Tra i calciatori che hanno preso parte all'evento benefico "Una partita da vincere", ospitato lunedì a San Vito al Tagliamento, c'era anche Gianfranco Cinello, che alle spalle ha un vissuto importante all'Udinese. A Telefriuli ha parlato della manifestazione, 'sforando' poi sul tema bianconero. “Veniamo molto volentieri ogni volta che veniamo chiamati un po' perché abbiamo ancora la voglia di giocare un pochino, ma soprattutto perché se si può dare un aiuto in qualche maniera, anche se piccolo, partecipando a questa manifestazione si fa ben volentieri.”

Dove ci si diverte di meno, adesso, è all’Udinese. Come la vedi? “È un’annata difficile perché il fatto che abbiamo già cambiato 3 allenatori la dice tutta. Ed è un’annata che penso rimarrà tale fino alla fine perché le distanze con le squadre che sono dietro sono molto vicine, per cui sarà secondo me un’impresa difficile la salvezza quest’anno; rispetto agli altri anni nei quali magari si è sofferto un po' ma si era già delineata un classifica.”

Il problema può essere la qualità della rosa? “Personalmente penso che quest’anno la rosa non sia male. Devo dire che rispetto agli altri anni è abbastanza completa. Ma quando cambi tante gestioni tecniche, la mancanza di qualche uomo “faro” che possa fare integrare i nuovi ragazzi che vengono, poi ci si mette qualche partita persa magari in maniera inopportuna... finisci per trovarti in questa situazione.”

Secondo te il cambio era necessario? Nicola, che ha fatto il miracolo a Crotone, qua non avrebbe potuto ripetersi? “Questo non lo so, non conosco le dinamiche che hanno spinto la società a cambiare di nuovo l’allenatore. Nicola ha fatto il suo, forse la squadra non stava giocando benissimo però non so le motivazioni vere che hanno portato al cambio, nel senso se sono stati solo i risultati o se c’è qualcos’altro.”

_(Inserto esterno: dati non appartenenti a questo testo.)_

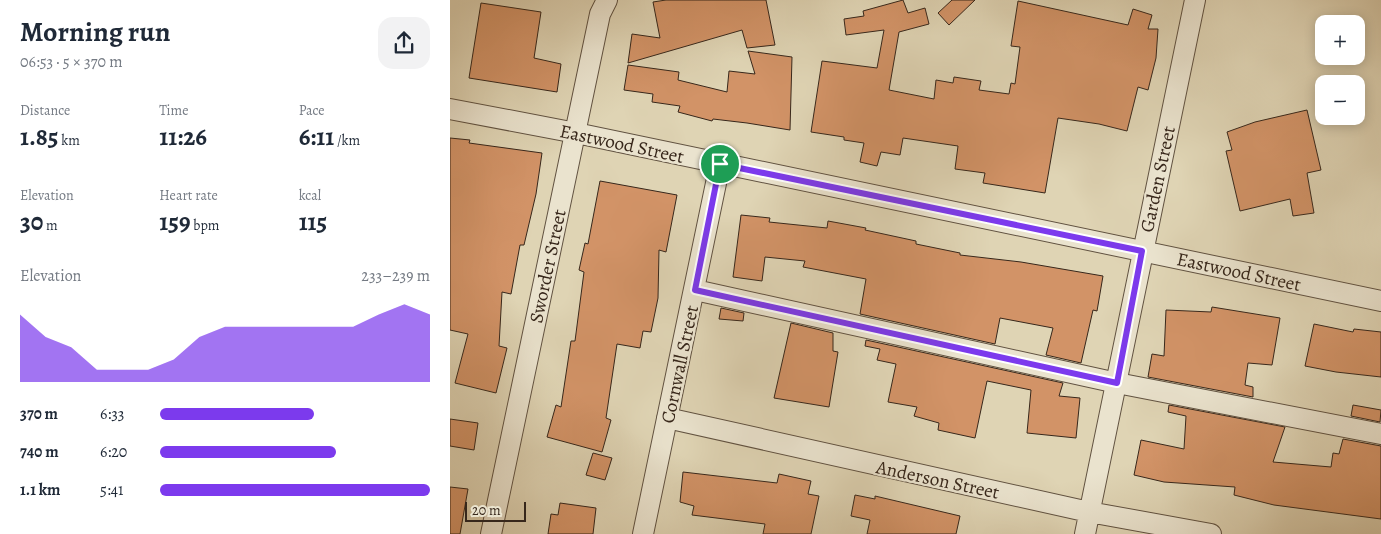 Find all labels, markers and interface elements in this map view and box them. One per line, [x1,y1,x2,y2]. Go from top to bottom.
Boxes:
text: Morning run [20,13,170,51]
map controls [1315,15,1365,125]
button: + [1315,15,1365,65]
button: share [378,17,430,69]
text: 06:53 · 5 × 370 m [20,51,122,73]
button: − [1315,75,1365,125]
text: Distance [20,101,70,120]
text: Time [159,101,188,120]
text: Pace [299,101,325,120]
street label: Eastwood Street [557,118,686,170]
text: 1.85 [20,120,59,154]
text: 11:26 [159,120,207,154]
text: 6:11 [299,120,334,154]
street label: Garden Street [1134,124,1182,235]
text: km [59,131,80,150]
text: /km [334,131,360,150]
pin [699,143,741,185]
icon: arrive [706,150,734,178]
text: Elevation [20,186,74,205]
text: Heart rate [159,186,218,205]
text: kcal [299,186,321,205]
text: 30 [20,205,43,239]
text: 159 [159,205,191,239]
text: 115 [299,205,327,239]
street label: Sworder Street [523,207,573,326]
text: m [43,216,58,235]
text: bpm [191,216,219,235]
street label: Eastwood Street [1174,246,1303,298]
text: Elevation [20,265,81,287]
text: 233–239 m [361,265,430,287]
street label: Cornwall Street [655,303,705,426]
text: 370 m [20,403,58,425]
text: 6:33 [100,403,125,425]
text: 740 m [20,441,59,463]
text: 6:20 [100,441,127,463]
street label: Anderson Street [873,454,1002,506]
text: 1.1 km [20,479,60,501]
text: 5:41 [100,479,123,501]
scale bar [465,499,526,522]
text: 20 m [472,501,501,520] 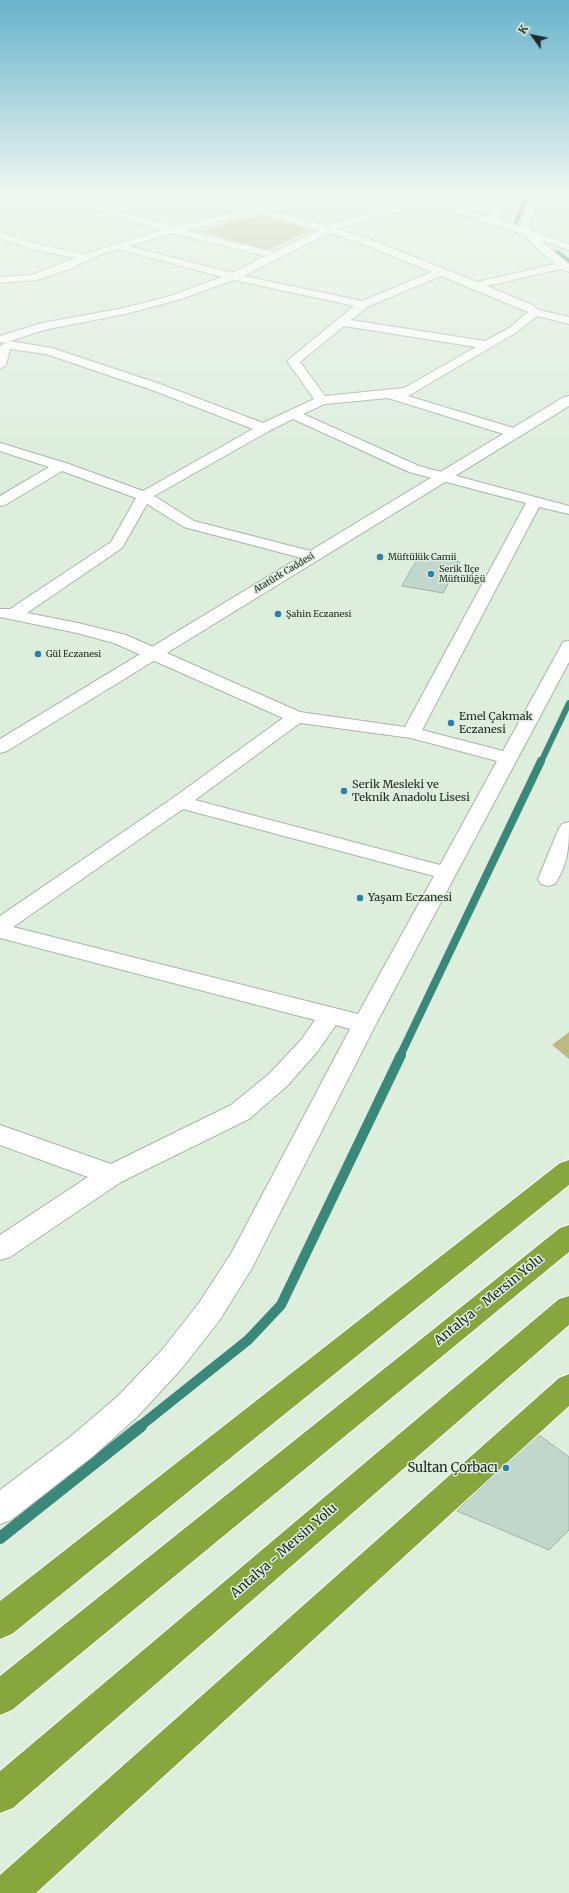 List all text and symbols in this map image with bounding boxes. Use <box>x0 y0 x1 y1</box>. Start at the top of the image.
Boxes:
north arrow <box>513 16 553 56</box>
text: K <box>515 22 531 37</box>
street label: Atatürk Caddesi <box>252 551 316 595</box>
marker: Müftülük Camii <box>375 552 385 562</box>
place label: Müftülük Camii <box>388 552 457 562</box>
place label: Serik İlçe Müftülüğü <box>439 564 485 585</box>
marker: Serik İlçe Müftülüğü <box>426 569 436 579</box>
marker: Şahin Eczanesi <box>273 609 283 619</box>
place label: Şahin Eczanesi <box>286 609 351 619</box>
marker: Gül Eczanesi <box>33 649 43 659</box>
place label: Gül Eczanesi <box>46 649 101 659</box>
place label: Emel Çakmak Eczanesi <box>459 710 533 736</box>
marker: Emel Çakmak Eczanesi <box>446 718 456 728</box>
place label: Serik Mesleki ve Teknik Anadolu Lisesi <box>352 778 470 804</box>
marker: Serik Mesleki ve Teknik Anadolu Lisesi <box>339 786 349 796</box>
place label: Yaşam Eczanesi <box>368 891 452 905</box>
marker: Yaşam Eczanesi <box>355 893 365 903</box>
street label: Antalya - Mersin Yolu <box>431 1251 547 1349</box>
place label: Sultan Çorbacı <box>407 1460 498 1476</box>
marker: Sultan Çorbacı <box>501 1463 511 1473</box>
street label: Antalya - Mersin Yolu <box>228 1501 340 1601</box>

Tudor da dove deve cominciare adesso? “Tudor secondo me è un allenatore preparato. Io ho avuto la fortuna l’anno scorso di collaborare insieme nel mese che è stato qua, ha molta personalità. E' chiaro che mentre prima c’erano dei margini d’errore adesso non ce ne sono più, già nella partita di sabato con il Genoa l’imperativo è cercare di fare 3 punti. L'Udinese ha gli scontri diretti in casa, non li può sbagliare".

In 4 partite ha agito soprattutto a livello menale adesso che ne ha 11? “L’anno scorso anche qualcosina a livello tattico dopo le prime due partite ha fatto. Io penso che adesso possa anche fare qualche accorgimento tattico in relazione alle proprie idee e a quello che ha visto nelle partite precedenti per poter far sì che la squadra sia un pochino più produttiva in avanti e mantenere gli equilibri difensivi.”

Manca un uomo faro. Behrami può esserlo? “Behrami è l’uomo faro della squadra senza dubbio però chiaramente non è sempre disponibile per cui tante volte non è stato in campo; ma lui è l’uomo faro, detta i tempi, è capace di far giocare bene anche gli altri; è chiaro che deve stare bene ma non sempre è così.”

Sandro: cosa ne pensi? “È un giocatore di qualità, di carattere. Lui però soffre di qualche infortunio e quindi la problematica di averlo in campo in queste partite in cui i giocatori che stanno bene e hanno anche l’esperienza per giocare con la tensione giusta queste gare.”

Possono coesistere Sandro e Behrami? “Sandro a centrocampo è molto solido, magari meno produttivo in avanti; però se da li in avanti hai dei giocatori predisposti a fare la fase offensiva possono farlo insieme.”